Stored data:
=====

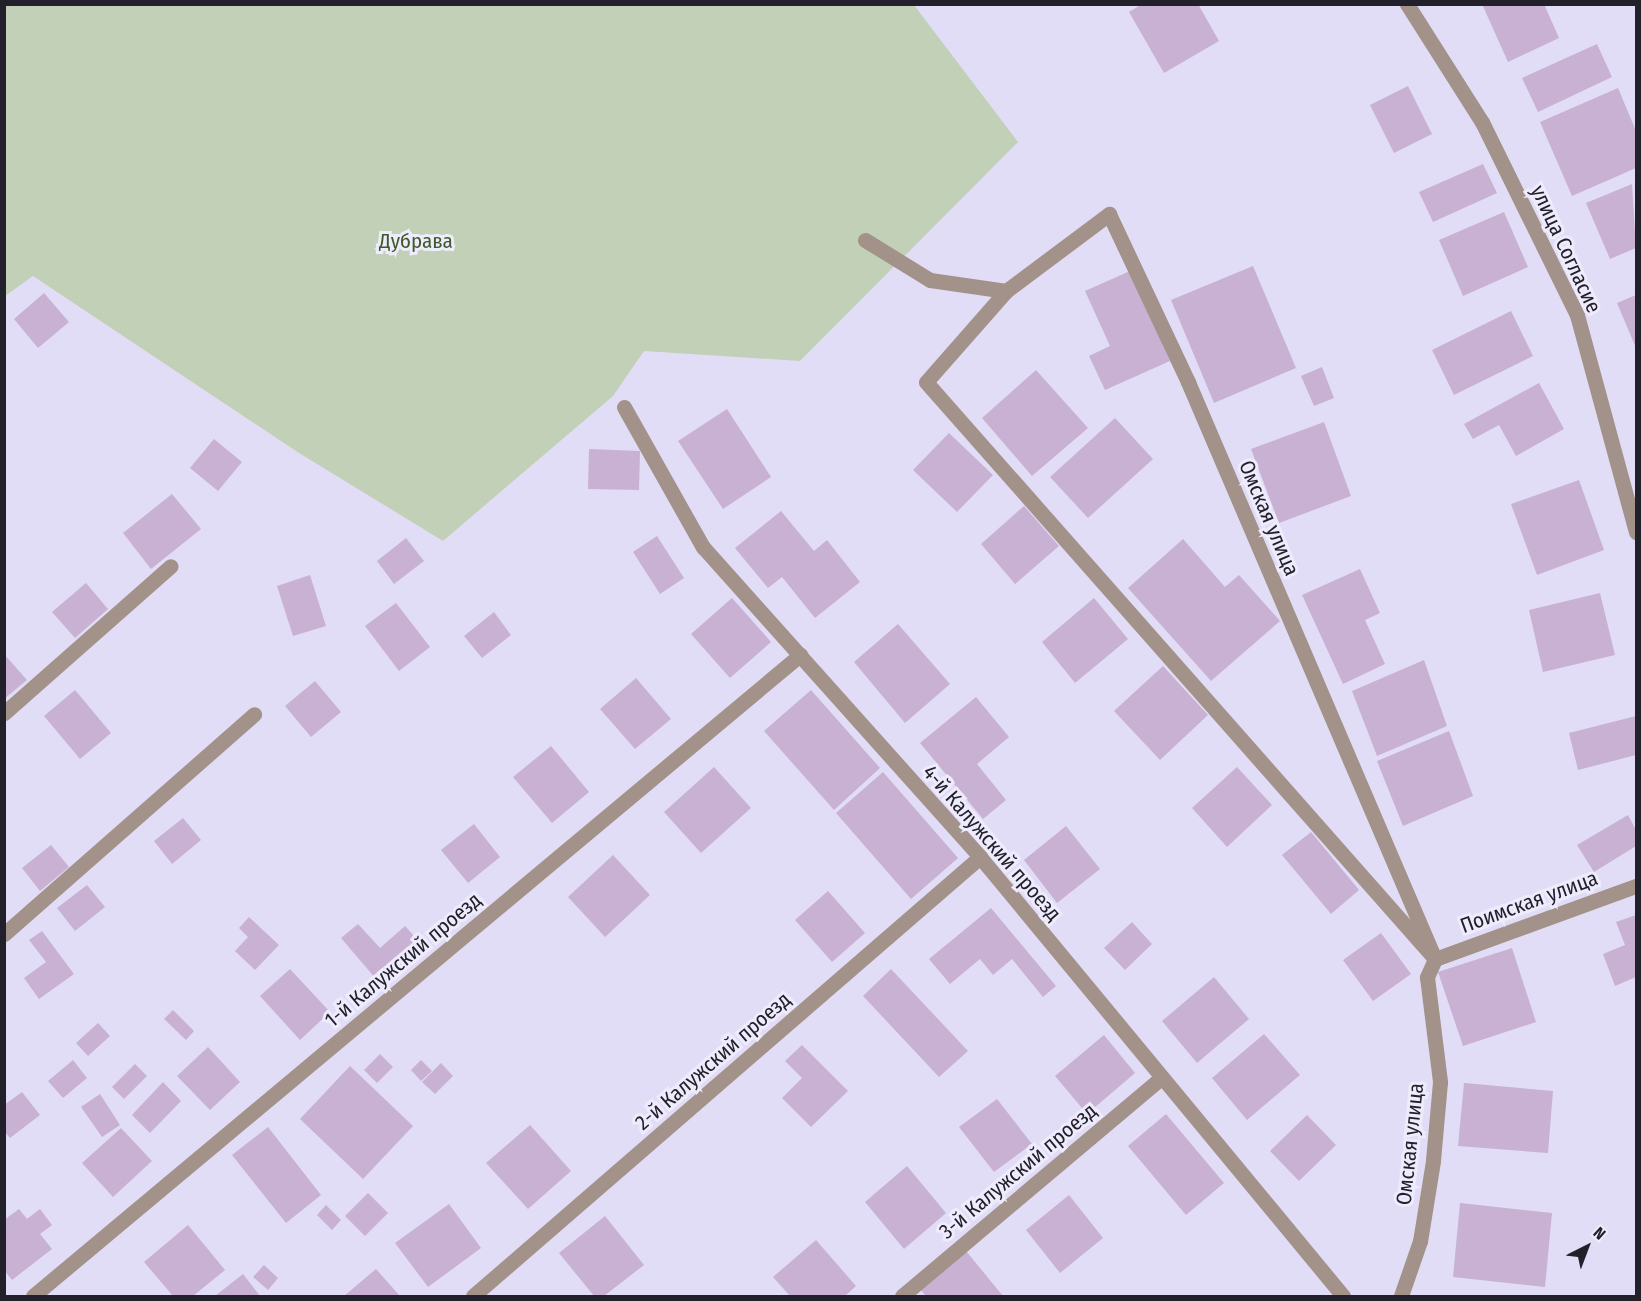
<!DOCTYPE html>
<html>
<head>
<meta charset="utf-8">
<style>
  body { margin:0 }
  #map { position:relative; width:1641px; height:1301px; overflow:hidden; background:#e2ddf7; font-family:"Fira Sans Condensed",sans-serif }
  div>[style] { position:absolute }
  .green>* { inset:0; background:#c2d0b8 }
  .building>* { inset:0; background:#c8b1d2 }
  .minor>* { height:15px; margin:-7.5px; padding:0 7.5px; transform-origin:7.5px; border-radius:7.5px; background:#a39289 }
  span { translate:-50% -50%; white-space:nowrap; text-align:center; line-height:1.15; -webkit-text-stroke:6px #eeebfc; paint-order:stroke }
  .park-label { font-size:21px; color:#3e5a28 }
  .street-label { font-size:21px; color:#22202a }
  .frame { position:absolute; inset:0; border:6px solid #22202a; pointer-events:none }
  .north { position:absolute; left:1557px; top:1217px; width:60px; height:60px; -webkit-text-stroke:4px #eeebfc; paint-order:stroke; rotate:42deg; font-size:16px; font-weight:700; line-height:24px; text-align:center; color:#22202a }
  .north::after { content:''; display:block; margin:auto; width:21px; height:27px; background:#22202a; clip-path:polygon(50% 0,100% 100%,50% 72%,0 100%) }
</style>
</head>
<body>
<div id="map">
  <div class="green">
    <div style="clip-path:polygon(5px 5px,914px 5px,1018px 142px,800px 361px,644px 351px,613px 396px,443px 541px,299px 453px,33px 276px,5px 296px)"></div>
  </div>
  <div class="building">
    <div style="clip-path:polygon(1142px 4px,1198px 4px,1219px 41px,1164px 73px,1129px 12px)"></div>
    <div style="clip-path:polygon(1482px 4px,1544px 4px,1559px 38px,1508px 62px)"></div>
    <div style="clip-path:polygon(1597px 44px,1612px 77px,1538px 112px,1522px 78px)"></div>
    <div style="clip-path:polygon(1408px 86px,1432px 134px,1394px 153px,1370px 105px)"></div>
    <div style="clip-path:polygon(1618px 88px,1636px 131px,1636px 168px,1572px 196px,1540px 122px)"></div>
    <div style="clip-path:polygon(1483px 164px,1497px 193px,1433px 222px,1419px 192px)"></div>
    <div style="clip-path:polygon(1632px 184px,1636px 248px,1610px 259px,1586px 203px)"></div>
    <div style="clip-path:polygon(1504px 212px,1528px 267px,1463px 296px,1439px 240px)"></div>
    <div style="clip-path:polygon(1253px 266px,1296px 368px,1214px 403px,1171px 300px)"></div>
    <div style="clip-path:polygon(1130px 271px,1170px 361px,1105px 390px,1089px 356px,1110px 346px,1085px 291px)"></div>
    <div style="clip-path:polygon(44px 293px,69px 322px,38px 348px,14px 319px)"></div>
    <div style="clip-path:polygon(1636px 295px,1636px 348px,1617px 303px)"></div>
    <div style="clip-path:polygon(1511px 311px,1533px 356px,1454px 395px,1432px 350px)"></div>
    <div style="clip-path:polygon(1322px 367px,1334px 398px,1314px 406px,1301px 376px)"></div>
    <div style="clip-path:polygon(1036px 370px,1088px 428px,1032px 476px,982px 418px)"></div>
    <div style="clip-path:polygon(1539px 383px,1564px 429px,1516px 456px,1499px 425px,1473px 439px,1464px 424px)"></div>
    <div style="clip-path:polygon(727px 409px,771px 477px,723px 509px,678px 441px)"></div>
    <div style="clip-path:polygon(1115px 418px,1153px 459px,1088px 518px,1050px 477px)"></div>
    <div style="clip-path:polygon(1324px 422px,1351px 496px,1279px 523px,1251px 449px)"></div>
    <div style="clip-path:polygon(949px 433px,993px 475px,957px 512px,913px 470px)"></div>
    <div style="clip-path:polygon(214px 439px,242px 462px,218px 491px,190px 468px)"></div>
    <div style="clip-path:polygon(589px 449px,640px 451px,639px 490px,588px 489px)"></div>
    <div style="clip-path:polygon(1579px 480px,1604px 550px,1537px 575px,1511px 504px)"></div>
    <div style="clip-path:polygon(172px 494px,201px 529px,151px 569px,123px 533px)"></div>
    <div style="clip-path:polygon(1024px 506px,1059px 546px,1015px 584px,981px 544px)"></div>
    <div style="clip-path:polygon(781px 511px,814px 551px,827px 540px,860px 582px,815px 618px,782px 577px,768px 588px,735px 548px)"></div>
    <div style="clip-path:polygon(657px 536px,684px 578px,660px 594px,633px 552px)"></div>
    <div style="clip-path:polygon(406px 538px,424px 561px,394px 584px,377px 561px)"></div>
    <div style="clip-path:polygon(1183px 539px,1225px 587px,1239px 575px,1280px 621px,1211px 681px,1128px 588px)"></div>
    <div style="clip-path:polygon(1360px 569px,1380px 613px,1365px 620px,1385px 664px,1343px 684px,1302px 595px)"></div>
    <div style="clip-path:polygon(310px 575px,326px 626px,293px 636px,277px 586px)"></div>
    <div style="clip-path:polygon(86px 583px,108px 609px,75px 638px,52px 612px)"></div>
    <div style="clip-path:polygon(1600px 593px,1615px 655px,1543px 672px,1529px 610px)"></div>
    <div style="clip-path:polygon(732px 598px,771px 642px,730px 678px,691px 634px)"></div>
    <div style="clip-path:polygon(1094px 598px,1128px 639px,1075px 683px,1042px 642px)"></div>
    <div style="clip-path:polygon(396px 603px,430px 647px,399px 671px,365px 626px)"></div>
    <div style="clip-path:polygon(494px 612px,511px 635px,482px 658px,464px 636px)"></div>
    <div style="clip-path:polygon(898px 624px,950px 684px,905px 723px,854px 662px)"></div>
    <div style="clip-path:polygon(4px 654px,27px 680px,4px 699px)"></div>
    <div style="clip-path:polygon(1424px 660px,1447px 726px,1377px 756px,1352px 691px)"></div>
    <div style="clip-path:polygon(1163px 666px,1208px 715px,1160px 760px,1114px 711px)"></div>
    <div style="clip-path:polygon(636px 678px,671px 719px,635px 749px,600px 709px)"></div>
    <div style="clip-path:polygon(315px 681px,341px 712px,311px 737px,285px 706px)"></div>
    <div style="clip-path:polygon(75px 690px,111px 733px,80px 759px,44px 716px)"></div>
    <div style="clip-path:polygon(811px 690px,880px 768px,834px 810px,764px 731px)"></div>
    <div style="clip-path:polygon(976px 697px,1009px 737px,977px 764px,1006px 800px,983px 819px,920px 743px)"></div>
    <div style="clip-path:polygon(1636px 716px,1636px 755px,1578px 770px,1569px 733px)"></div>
    <div style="clip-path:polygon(1449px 731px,1473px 796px,1403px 826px,1377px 761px)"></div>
    <div style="clip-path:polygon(551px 746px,589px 792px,552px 823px,513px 777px)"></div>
    <div style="clip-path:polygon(714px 767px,751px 808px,701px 853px,664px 812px)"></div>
    <div style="clip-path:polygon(1237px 767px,1272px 805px,1227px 847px,1192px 808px)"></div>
    <div style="clip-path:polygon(883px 772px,958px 858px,911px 899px,836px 813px)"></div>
    <div style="clip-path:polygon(1628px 815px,1636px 830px,1636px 846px,1594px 872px,1577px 845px)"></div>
    <div style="clip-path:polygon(183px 818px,201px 840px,172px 864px,154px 841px)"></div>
    <div style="clip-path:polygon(474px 824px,500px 857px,468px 883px,441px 850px)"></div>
    <div style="clip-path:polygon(1066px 826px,1100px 869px,1057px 903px,1024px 860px)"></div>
    <div style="clip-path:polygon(1311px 832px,1359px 890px,1331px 914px,1282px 855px)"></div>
    <div style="clip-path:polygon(51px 845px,69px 867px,40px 891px,22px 868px)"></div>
    <div style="clip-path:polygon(613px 855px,650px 895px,605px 937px,568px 897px)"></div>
    <div style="clip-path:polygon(87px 885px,105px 907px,75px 931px,57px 908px)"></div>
    <div style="clip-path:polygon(828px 891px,865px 933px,832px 962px,795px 920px)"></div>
    <div style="clip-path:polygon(991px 908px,1056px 986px,1043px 997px,1012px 959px,993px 975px,980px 959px,950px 984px,929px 959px)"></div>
    <div style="clip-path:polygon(1636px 915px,1636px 977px,1615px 986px,1603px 954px,1625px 945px,1616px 922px)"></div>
    <div style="clip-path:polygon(249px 917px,279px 945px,255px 970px,235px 951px,248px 937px,239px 928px)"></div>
    <div style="clip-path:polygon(1132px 922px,1152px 944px,1125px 970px,1104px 948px)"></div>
    <div style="clip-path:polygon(358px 924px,380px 948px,405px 926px,425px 948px,382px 986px,341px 938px)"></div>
    <div style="clip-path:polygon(42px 931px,74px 974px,39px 999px,24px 978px,46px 962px,29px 940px)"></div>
    <div style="clip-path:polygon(1381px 933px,1411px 974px,1373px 1001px,1343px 960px)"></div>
    <div style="clip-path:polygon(1512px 948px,1536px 1022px,1463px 1046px,1438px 972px)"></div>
    <div style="clip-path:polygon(290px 969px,330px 1012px,300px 1040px,260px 996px)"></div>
    <div style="clip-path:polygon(891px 969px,968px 1051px,939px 1077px,863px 996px)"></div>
    <div style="clip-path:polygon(1214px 977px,1249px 1019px,1197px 1063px,1162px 1021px)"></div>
    <div style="clip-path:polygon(173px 1010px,194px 1031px,186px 1040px,164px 1019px)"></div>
    <div style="clip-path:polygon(98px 1023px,110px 1036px,88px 1056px,76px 1043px)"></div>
    <div style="clip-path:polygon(1264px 1034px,1300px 1075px,1247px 1120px,1212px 1078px)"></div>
    <div style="clip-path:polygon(1104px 1035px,1135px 1073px,1087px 1114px,1055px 1076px)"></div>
    <div style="clip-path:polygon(802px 1045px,848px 1091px,811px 1127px,782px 1098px,802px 1078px,785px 1061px)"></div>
    <div style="clip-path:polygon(208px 1047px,240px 1082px,210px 1110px,177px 1076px)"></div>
    <div style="clip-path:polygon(380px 1054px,393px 1067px,377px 1083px,364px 1070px)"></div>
    <div style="clip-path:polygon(73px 1060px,87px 1078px,63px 1098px,48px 1081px)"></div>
    <div style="clip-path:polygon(421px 1060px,432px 1071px,421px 1081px,411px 1070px)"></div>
    <div style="clip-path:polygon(441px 1063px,453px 1076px,435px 1094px,422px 1082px)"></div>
    <div style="clip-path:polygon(135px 1064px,147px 1076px,124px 1099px,112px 1087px)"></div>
    <div style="clip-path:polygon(350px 1066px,413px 1126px,363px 1179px,300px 1119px)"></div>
    <div style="clip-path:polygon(163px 1082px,181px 1101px,150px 1133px,132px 1115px)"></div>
    <div style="clip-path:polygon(1464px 1083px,1553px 1091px,1548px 1153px,1458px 1146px)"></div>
    <div style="clip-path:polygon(22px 1092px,40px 1115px,10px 1138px,4px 1131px,4px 1105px)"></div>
    <div style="clip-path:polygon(100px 1094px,120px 1125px,102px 1137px,81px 1107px)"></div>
    <div style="clip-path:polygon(997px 1099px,1032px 1144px,994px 1172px,959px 1127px)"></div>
    <div style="clip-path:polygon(1166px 1114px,1224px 1183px,1186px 1215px,1128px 1146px)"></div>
    <div style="clip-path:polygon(1307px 1115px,1336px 1145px,1299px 1181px,1270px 1151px)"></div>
    <div style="clip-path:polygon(530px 1125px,571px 1171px,528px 1209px,486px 1163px)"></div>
    <div style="clip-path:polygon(268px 1127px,321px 1195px,286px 1223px,232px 1155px)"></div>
    <div style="clip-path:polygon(121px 1128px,152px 1161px,113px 1197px,82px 1163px)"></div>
    <div style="clip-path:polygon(907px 1166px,946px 1213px,904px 1249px,865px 1202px)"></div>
    <div style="clip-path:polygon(368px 1193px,388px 1213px,365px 1236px,345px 1216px)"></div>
    <div style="clip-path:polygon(1069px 1195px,1103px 1238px,1060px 1273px,1026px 1230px)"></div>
    <div style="clip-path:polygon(1460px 1203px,1552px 1213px,1545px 1287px,1453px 1277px)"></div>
    <div style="clip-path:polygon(449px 1204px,481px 1248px,428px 1287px,395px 1243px)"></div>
    <div style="clip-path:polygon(326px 1205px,341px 1220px,332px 1230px,317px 1215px)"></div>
    <div style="clip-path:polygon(19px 1209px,27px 1219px,40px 1209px,52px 1225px,40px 1234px,52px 1249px,12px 1280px,4px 1270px,4px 1220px)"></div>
    <div style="clip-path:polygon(605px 1216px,644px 1265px,604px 1296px,594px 1296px,559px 1253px)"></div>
    <div style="clip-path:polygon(188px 1225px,225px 1270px,193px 1296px,173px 1296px,144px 1262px)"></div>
    <div style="clip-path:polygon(816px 1240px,856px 1286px,845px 1296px,790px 1296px,773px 1277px)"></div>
    <div style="clip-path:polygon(966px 1251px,1003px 1296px,926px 1296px,920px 1289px)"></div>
    <div style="clip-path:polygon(264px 1265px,278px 1278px,268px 1290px,253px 1277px)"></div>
    <div style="clip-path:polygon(376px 1269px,400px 1296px,344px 1296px)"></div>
    <div style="clip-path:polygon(243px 1274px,260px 1296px,215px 1296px)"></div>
  </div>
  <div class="minor">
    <div style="left:1407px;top:4px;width:140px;rotate:57.6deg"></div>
    <div style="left:1482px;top:122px;width:215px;rotate:63.8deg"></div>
    <div style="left:1577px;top:315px;width:225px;rotate:74.8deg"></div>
    <div style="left:865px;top:240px;width:76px;rotate:31.6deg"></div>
    <div style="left:930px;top:280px;width:77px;rotate:8.2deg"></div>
    <div style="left:1006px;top:291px;width:129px;rotate:-36.8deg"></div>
    <div style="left:1109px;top:214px;width:186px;rotate:64.8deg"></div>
    <div style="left:1188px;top:382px;width:628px;rotate:66.83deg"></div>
    <div style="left:1435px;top:959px;width:20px;rotate:114deg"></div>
    <div style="left:1427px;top:977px;width:106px;rotate:82.9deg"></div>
    <div style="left:1440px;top:1082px;width:79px;rotate:95.1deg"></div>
    <div style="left:1433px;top:1161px;width:81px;rotate:99.2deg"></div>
    <div style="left:1420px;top:1241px;width:58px;rotate:109.1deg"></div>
    <div style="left:1006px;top:291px;width:121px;rotate:131.3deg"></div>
    <div style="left:926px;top:382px;width:769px;rotate:48.58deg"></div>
    <div style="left:1435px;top:959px;width:214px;rotate:-20deg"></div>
    <div style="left:624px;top:407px;width:161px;rotate:60.6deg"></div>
    <div style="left:703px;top:547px;width:416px;rotate:48.2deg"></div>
    <div style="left:980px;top:857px;width:570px;rotate:50.41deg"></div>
    <div style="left:4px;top:713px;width:222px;rotate:-41.4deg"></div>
    <div style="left:4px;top:934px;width:333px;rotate:-41.3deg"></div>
    <div style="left:33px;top:1296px;width:1000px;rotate:-39.89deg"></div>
    <div style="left:473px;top:1296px;width:671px;rotate:-40.89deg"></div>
    <div style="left:902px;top:1296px;width:339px;rotate:-40.1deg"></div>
  </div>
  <div class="park-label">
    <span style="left:416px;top:241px">Дубрава</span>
  </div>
  <div class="street-label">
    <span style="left:1566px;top:249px;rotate:65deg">улица Согласие</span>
    <span style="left:1269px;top:518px;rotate:67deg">Омская улица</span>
    <span style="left:992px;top:843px;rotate:49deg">4-й Калужский проезд</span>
    <span style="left:1529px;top:902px;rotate:-20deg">Поимская улица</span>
    <span style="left:403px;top:960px;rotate:-40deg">1-й Калужский проезд</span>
    <span style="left:713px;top:1061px;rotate:-41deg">2-й Калужский проезд</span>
    <span style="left:1410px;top:1144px;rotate:-84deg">Омская улица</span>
    <span style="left:1018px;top:1171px;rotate:-40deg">3-й Калужский проезд</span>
  </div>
  <div class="frame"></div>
  <div class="north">N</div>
</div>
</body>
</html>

=====

__Aim of the task__:
The response should consist of the lines above from the first through the one containing "position:absolute; left:1557px; top:1217px;", transcribed exactly, with every picture left out.

__Your response__:
<!DOCTYPE html>
<html>
<head>
<meta charset="utf-8">
<style>
  body { margin:0 }
  #map { position:relative; width:1641px; height:1301px; overflow:hidden; background:#e2ddf7; font-family:"Fira Sans Condensed",sans-serif }
  div>[style] { position:absolute }
  .green>* { inset:0; background:#c2d0b8 }
  .building>* { inset:0; background:#c8b1d2 }
  .minor>* { height:15px; margin:-7.5px; padding:0 7.5px; transform-origin:7.5px; border-radius:7.5px; background:#a39289 }
  span { translate:-50% -50%; white-space:nowrap; text-align:center; line-height:1.15; -webkit-text-stroke:6px #eeebfc; paint-order:stroke }
  .park-label { font-size:21px; color:#3e5a28 }
  .street-label { font-size:21px; color:#22202a }
  .frame { position:absolute; inset:0; border:6px solid #22202a; pointer-events:none }
  .north { position:absolute; left:1557px; top:1217px; width:60px; height:60px; -webkit-text-stroke:4px #eeebfc; paint-order:stroke; rotate:42deg; font-size:16px; font-weight:700; line-height:24px; text-align:center; color:#22202a }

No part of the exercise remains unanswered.